By Binyamin Appelbaum
Washington Post Staff Writer
Wednesday, December 16, 2009
The Internal Revenue Service on Friday issued an exception to long-standing tax rules for the benefit of Citigroup and a few other companies partially owned by the government. As a result, Citigroup will be allowed to retain billions of dollars worth of tax breaks that otherwise would decline in value when the government sells its stake to private investors.
"The government is consciously forfeiting future tax revenues. It's another form of assistance, maybe not as obvious as direct assistance but certainly another form," said Robert Willens, an expert on tax accounting who runs a firm of the same name. "I've been doing taxes for almost 40 years, and I've never seen anything like this, where the IRS and Treasury acted unilaterally on so many fronts."
At the end of the third quarter, Citigroup said that the value of its past losses was about $38 billion, allowing it to avoid taxes on its next $38 billion in profits. Under normal IRS rules, a change in control would sharply reduce the amount of profits that Citigroup could shelter from taxes in any given year, making it much more difficult for Citigroup to realize the entire benefit before the tax breaks expired.
The precise value of the IRS ruling depends on Citigroup's future profitability and other factors, but two accounting experts said it was fair to estimate that Citigroup would save at least several billion dollars as a result.
Treasury acknowledged that the tax break was significant, but a senior official said the benefit was unavoidable. Either the government changed the rules and parted ways with Citigroup or the company kept the government as a shareholder and kept the tax break anyway.
Link to Full Article
Tim Geithner Interview with Maria Bartiromo/CNBC 3/29/10
BARTIROMO: I want to ask you more about how financial reform will play out, because it is important and we are going to see substantial change. Let me come back to that, because you are making the final preparations right now to sell the government’s stake in Citigroup, and that 27% stake and why now?

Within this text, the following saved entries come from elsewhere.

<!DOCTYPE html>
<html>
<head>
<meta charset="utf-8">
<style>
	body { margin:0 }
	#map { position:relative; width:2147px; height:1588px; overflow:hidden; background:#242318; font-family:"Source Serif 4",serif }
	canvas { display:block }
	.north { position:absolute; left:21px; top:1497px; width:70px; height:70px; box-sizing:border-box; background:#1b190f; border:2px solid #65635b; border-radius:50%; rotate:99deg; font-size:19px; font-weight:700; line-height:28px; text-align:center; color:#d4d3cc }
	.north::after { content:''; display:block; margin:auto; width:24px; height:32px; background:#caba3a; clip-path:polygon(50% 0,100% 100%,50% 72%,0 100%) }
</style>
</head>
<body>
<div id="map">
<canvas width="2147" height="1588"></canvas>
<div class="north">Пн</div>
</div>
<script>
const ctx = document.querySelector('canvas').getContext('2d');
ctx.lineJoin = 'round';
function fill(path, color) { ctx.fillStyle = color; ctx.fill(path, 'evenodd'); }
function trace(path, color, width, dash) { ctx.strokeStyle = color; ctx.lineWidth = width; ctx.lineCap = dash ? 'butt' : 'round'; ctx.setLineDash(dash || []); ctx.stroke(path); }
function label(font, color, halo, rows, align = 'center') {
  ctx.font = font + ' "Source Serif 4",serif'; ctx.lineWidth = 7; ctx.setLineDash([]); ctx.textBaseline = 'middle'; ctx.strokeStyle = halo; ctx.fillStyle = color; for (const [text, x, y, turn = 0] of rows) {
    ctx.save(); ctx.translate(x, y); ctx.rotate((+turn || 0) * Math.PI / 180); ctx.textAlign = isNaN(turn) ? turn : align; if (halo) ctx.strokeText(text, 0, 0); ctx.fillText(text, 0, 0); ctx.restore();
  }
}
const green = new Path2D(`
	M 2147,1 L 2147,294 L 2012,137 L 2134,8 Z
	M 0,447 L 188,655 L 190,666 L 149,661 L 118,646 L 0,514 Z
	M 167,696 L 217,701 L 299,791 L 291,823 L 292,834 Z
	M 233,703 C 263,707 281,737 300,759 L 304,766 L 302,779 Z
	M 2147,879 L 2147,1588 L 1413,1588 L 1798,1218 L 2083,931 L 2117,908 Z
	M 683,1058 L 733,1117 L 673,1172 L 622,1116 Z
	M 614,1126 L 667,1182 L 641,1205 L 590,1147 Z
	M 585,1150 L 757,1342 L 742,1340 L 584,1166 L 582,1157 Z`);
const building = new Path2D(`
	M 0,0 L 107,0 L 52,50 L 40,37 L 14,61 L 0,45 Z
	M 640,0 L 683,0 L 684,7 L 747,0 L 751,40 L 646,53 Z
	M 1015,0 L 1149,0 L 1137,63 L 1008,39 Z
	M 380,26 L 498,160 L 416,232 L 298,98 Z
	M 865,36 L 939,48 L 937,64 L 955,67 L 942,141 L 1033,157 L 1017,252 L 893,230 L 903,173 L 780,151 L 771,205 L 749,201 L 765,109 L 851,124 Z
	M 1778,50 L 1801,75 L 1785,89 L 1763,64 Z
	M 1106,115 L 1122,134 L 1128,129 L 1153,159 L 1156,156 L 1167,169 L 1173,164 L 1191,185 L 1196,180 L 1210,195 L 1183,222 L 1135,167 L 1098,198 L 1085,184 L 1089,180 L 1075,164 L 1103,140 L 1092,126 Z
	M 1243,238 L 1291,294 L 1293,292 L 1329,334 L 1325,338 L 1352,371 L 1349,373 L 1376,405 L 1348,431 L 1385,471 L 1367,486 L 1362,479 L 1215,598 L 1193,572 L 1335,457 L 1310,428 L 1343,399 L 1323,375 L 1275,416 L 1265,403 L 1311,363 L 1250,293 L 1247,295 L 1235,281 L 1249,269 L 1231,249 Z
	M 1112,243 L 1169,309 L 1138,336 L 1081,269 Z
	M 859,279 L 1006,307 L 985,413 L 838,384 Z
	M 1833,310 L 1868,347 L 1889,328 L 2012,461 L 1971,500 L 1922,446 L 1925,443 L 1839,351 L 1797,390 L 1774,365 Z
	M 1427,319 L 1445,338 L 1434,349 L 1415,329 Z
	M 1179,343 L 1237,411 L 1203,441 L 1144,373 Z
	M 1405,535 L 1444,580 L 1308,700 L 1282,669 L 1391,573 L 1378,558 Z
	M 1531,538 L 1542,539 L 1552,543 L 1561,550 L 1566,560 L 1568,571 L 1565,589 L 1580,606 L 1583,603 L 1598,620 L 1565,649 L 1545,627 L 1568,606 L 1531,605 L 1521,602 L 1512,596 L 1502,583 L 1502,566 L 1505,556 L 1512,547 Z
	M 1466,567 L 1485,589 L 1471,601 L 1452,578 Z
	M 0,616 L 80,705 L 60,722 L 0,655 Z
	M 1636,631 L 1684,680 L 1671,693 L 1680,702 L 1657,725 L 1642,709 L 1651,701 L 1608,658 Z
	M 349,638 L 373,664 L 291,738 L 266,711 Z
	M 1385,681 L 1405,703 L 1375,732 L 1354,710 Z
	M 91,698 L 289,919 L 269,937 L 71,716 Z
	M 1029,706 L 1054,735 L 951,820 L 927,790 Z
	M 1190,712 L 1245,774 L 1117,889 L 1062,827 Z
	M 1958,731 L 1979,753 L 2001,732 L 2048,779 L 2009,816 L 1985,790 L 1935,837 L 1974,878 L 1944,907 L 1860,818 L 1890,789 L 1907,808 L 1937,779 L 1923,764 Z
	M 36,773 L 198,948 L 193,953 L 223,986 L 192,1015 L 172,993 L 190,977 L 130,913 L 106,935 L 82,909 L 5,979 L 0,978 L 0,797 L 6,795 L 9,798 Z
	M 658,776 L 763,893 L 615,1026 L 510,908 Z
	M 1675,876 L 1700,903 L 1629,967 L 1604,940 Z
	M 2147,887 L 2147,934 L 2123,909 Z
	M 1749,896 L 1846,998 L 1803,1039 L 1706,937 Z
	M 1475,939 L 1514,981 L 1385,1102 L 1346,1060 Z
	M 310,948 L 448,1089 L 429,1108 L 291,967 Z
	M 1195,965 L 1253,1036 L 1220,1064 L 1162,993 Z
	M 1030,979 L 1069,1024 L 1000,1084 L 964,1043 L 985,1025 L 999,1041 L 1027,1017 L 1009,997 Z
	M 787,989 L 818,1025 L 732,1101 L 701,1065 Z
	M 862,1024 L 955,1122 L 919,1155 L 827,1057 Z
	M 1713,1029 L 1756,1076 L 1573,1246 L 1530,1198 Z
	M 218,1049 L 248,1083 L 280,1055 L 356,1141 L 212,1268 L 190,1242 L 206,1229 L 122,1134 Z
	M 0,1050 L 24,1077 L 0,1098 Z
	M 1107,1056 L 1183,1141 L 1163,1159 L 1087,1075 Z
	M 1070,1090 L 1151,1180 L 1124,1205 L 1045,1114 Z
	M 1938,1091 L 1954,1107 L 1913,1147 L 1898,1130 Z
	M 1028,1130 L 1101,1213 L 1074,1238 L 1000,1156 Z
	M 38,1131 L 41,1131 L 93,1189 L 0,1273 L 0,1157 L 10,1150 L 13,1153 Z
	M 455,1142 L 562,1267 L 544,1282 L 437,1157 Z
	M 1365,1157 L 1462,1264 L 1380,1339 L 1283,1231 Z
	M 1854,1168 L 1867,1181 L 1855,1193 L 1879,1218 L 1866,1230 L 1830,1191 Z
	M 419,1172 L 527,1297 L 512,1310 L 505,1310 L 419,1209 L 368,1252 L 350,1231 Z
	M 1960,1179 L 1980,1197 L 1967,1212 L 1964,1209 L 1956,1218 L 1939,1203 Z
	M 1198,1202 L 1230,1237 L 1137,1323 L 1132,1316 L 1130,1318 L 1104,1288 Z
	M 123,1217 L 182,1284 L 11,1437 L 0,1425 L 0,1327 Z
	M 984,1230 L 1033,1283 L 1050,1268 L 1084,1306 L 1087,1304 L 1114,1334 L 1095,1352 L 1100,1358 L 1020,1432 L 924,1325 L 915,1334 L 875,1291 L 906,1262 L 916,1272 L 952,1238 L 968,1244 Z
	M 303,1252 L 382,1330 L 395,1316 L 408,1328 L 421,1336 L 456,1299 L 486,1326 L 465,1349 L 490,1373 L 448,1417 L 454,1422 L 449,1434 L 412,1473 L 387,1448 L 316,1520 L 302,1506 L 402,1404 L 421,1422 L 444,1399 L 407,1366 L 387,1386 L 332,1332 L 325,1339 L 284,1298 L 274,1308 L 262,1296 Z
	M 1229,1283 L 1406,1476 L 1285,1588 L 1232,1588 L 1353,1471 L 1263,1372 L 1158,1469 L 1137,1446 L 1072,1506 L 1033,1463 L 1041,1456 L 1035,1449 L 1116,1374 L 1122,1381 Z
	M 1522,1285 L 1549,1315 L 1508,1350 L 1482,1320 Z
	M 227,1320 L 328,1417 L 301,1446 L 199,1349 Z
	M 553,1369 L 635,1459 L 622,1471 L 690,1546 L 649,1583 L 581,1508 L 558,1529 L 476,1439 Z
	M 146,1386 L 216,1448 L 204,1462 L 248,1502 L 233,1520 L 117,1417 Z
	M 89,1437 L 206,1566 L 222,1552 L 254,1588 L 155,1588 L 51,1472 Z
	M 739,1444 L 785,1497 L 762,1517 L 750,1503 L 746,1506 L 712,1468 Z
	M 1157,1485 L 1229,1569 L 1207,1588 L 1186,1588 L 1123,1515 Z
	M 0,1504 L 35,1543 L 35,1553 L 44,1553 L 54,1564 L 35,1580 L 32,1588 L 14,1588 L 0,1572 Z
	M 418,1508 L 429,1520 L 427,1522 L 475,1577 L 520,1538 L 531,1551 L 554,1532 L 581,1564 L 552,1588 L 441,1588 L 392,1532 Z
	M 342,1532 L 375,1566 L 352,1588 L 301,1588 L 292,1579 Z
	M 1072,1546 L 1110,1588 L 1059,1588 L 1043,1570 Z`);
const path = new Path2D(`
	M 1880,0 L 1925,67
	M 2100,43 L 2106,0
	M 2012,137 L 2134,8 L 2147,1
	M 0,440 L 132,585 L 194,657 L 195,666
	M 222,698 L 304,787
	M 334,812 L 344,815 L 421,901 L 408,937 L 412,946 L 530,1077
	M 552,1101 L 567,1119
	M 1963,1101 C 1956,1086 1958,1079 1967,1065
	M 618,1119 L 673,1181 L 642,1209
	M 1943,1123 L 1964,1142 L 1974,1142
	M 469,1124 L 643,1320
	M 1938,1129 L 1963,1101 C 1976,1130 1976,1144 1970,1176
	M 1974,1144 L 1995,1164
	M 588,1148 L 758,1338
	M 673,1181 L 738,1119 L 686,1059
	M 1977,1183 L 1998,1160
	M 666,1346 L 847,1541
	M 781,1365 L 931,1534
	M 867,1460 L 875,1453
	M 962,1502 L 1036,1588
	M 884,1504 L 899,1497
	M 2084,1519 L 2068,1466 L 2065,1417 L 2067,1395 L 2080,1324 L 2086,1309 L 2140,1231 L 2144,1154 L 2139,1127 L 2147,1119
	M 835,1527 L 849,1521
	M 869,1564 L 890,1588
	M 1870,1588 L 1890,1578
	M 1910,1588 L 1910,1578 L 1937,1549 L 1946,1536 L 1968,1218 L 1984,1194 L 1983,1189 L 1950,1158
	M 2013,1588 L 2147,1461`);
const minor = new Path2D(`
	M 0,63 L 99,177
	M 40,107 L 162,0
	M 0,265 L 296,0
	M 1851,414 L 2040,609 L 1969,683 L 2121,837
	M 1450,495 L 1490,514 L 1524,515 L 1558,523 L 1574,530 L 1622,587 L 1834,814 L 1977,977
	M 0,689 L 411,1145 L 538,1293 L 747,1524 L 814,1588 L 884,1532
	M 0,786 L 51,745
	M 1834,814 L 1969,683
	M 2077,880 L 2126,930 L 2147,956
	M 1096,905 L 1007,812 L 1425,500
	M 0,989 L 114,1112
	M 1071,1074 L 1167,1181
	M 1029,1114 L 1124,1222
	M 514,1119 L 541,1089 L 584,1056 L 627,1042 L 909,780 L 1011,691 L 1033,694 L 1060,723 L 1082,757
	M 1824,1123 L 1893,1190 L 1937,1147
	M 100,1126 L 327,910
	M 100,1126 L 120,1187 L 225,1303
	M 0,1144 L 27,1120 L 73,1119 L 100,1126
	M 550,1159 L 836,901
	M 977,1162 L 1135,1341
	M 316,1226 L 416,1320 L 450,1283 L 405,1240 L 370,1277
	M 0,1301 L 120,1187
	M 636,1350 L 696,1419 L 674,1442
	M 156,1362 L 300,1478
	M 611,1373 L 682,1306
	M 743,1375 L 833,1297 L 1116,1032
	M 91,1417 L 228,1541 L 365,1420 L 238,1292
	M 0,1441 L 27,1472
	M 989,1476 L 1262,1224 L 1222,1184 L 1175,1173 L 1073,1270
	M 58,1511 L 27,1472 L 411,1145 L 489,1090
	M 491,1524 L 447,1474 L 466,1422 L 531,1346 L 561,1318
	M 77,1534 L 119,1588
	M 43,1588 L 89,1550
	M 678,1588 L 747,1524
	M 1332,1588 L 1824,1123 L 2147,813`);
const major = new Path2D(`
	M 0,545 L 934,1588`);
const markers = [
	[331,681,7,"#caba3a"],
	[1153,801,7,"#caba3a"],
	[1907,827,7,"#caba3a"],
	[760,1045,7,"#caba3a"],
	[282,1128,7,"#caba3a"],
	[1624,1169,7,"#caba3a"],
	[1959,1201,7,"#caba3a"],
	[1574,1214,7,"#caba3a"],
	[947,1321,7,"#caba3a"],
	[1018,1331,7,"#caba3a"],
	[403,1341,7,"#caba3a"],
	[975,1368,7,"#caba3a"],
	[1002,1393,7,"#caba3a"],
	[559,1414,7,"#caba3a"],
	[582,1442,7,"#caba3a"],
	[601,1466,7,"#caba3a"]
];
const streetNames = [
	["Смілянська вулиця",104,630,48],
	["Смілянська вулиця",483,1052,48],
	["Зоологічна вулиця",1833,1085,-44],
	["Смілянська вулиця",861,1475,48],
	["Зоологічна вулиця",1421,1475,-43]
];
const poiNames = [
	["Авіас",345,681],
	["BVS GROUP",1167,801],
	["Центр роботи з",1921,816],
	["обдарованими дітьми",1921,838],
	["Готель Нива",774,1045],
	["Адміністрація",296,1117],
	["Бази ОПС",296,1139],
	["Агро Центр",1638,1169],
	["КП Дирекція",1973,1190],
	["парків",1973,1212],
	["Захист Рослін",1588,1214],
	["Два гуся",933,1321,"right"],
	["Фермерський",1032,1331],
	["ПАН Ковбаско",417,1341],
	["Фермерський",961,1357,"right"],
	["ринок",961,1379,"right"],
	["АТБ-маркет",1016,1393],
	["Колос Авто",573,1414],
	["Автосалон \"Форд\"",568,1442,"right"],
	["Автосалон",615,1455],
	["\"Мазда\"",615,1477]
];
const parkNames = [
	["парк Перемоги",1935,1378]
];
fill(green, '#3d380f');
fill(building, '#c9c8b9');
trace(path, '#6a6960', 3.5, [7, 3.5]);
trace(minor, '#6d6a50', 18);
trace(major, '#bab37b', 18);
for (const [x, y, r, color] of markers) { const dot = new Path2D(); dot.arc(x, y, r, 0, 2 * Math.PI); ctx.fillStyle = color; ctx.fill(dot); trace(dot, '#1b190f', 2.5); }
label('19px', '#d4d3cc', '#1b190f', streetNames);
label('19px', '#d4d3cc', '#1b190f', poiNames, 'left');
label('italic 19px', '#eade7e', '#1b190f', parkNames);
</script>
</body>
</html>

GEITHNER: Well, again, it points out how far we have come. I mean we have had $175 billion of the taxpayers’ investments come back to the Treasury because before, we forced these institutions to go out and raise private capital to replace the public’s investments and we have earned about $20 billion in profits on the investments. This is the next stage of us moving to make sure we are getting out of the financial system as quickly as we can, because we don’t want to be in the business of owning a share in a private company a day longer than necessary, and it is a sign of how much progress we have made already.
Grandpa: Mr. Geithner, you are completely misrepresenting the alleged return to us taxpayers. Also, cease with the government speak as we did not request you to “invest” in any Wall Street bank. What comes in the front door does not reflect what you have authorized to sprint out Treasury’s back door.
* Citigroup has the potential of a $38 billion tax break
* JP Morgan reported the potential of a $1.4 billion tax refund
* Wells and Fargo benefited from a $4.1 billion tax gain in 2009
as a result of Wachovia losses
*Bank of America $500 million tax savings during the first 5 years
of Countrywide Mortgage ownership.
Do you think we citizens do not read Mr. Geithner?